Government 2, May/June 2015

Question 2

(a)  What is separation of powers?

(b)  How does it operate under the:

(i)   Presidential System of government.
(ii)   Cabinet System of government.


This was another popular question and was attempted by almost all the candidates.   The performance of the candidates who answered it was good as they really understood its demands. However, some candidates did not do well in the (b) part and they scored low marks by listing the points without further explanations. The candidates were expected to provide the following answers to the question:


(a)        (i)         It implies that the three organs of government; the legislature, the
executive and the judiciary are separated in personnel and functions.
This means that no one person or organ of government should combine
the legislative, executive and judicial functions of government.

                        Its operation in presidential system of government:

(b)(i)    (i) In Presidential system of government, the legislature makes laws, the executive applies the law, the judiciary interprets laws.
(ii)   None of the three organs of government should usurp the powers or interfere in the workings of other two organs.
(iii) No one person or organ of government to combine the legislative executive and judicial functions or powers.

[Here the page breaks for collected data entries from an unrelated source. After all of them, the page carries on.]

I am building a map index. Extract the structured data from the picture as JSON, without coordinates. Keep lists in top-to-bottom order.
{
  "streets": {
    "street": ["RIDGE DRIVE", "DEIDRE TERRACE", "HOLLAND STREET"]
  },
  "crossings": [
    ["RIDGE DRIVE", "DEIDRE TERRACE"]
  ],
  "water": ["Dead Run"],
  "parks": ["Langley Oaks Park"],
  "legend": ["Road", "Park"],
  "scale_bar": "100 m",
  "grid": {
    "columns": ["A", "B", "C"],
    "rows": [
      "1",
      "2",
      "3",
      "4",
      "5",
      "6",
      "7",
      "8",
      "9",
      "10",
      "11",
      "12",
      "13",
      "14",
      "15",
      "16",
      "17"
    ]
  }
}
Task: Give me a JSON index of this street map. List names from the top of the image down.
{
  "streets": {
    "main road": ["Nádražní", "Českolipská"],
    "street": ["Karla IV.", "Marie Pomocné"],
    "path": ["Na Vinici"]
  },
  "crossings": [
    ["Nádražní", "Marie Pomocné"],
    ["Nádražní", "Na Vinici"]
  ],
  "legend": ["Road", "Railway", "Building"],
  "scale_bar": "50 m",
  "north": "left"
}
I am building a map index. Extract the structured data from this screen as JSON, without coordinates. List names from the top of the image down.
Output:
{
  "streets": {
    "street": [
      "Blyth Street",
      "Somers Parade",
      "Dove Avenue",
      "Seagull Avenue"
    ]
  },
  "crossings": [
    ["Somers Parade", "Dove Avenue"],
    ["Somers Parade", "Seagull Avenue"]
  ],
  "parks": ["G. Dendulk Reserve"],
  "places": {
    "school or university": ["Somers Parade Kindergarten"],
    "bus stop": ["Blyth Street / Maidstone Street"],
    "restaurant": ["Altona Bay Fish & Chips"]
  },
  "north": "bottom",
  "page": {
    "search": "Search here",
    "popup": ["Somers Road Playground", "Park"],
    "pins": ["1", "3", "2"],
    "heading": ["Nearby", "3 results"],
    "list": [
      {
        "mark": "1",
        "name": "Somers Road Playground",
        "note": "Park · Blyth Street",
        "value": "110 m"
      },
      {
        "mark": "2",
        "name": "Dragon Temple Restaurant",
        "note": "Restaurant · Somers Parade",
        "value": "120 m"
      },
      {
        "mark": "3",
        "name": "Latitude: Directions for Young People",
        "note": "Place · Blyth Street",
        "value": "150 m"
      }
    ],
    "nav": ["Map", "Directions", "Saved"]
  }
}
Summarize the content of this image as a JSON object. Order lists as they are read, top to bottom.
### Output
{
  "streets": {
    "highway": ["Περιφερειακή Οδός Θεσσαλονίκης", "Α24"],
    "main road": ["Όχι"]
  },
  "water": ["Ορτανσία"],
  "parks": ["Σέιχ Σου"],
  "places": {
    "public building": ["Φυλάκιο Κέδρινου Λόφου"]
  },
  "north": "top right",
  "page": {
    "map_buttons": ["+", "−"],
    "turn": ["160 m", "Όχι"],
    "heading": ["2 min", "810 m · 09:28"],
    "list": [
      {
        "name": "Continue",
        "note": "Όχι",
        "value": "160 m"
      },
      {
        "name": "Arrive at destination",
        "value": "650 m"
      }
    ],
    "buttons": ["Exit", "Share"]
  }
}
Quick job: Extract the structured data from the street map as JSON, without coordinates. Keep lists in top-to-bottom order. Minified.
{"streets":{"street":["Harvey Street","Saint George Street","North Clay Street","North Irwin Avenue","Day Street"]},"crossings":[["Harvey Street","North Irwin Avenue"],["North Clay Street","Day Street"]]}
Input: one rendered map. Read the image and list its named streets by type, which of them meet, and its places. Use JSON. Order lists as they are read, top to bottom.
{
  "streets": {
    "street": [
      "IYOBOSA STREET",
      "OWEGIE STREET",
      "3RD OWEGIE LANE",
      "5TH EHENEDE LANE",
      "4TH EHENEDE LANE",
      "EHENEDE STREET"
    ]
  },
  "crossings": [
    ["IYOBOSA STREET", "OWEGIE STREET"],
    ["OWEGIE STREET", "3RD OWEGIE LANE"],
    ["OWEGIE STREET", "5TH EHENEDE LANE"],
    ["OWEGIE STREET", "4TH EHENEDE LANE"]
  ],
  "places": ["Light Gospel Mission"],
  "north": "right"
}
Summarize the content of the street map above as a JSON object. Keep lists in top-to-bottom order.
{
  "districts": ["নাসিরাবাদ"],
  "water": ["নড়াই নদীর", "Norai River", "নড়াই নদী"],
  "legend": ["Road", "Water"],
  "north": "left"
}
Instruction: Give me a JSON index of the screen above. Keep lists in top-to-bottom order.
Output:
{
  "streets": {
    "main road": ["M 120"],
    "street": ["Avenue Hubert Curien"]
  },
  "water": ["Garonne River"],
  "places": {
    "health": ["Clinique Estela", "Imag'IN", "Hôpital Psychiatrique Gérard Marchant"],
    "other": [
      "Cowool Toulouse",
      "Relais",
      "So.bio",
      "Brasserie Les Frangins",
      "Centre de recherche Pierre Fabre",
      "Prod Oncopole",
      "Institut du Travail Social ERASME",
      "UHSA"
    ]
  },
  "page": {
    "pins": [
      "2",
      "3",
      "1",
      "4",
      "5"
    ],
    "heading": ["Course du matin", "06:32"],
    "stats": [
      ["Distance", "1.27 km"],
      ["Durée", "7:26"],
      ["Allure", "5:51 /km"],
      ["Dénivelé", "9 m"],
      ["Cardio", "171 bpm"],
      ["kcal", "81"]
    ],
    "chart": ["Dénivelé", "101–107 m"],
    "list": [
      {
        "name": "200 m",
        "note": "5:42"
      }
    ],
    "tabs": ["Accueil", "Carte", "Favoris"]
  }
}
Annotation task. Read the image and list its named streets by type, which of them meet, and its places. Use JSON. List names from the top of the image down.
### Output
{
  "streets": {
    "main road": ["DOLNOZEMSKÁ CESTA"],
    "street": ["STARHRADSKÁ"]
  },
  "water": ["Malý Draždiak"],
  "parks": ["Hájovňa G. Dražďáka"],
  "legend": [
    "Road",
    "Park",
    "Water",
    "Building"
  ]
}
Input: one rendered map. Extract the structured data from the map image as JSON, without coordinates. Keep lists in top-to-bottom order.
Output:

                        The operation of separation of powers in Cabinet System of government:

(b)(ii) (i)  There is no strict separation of powers in a cabinet system of government.
(ii) Individuals can operate in two or more organs of government.
(iii) There is fusion of powers in the discharge of responsibilities.
(iv)  Members of cabinet are also part of the legislature.
(v) In Britain, the Lord Chancellor who is the head of the judicial arm of government is also a member of the legislature and the executive.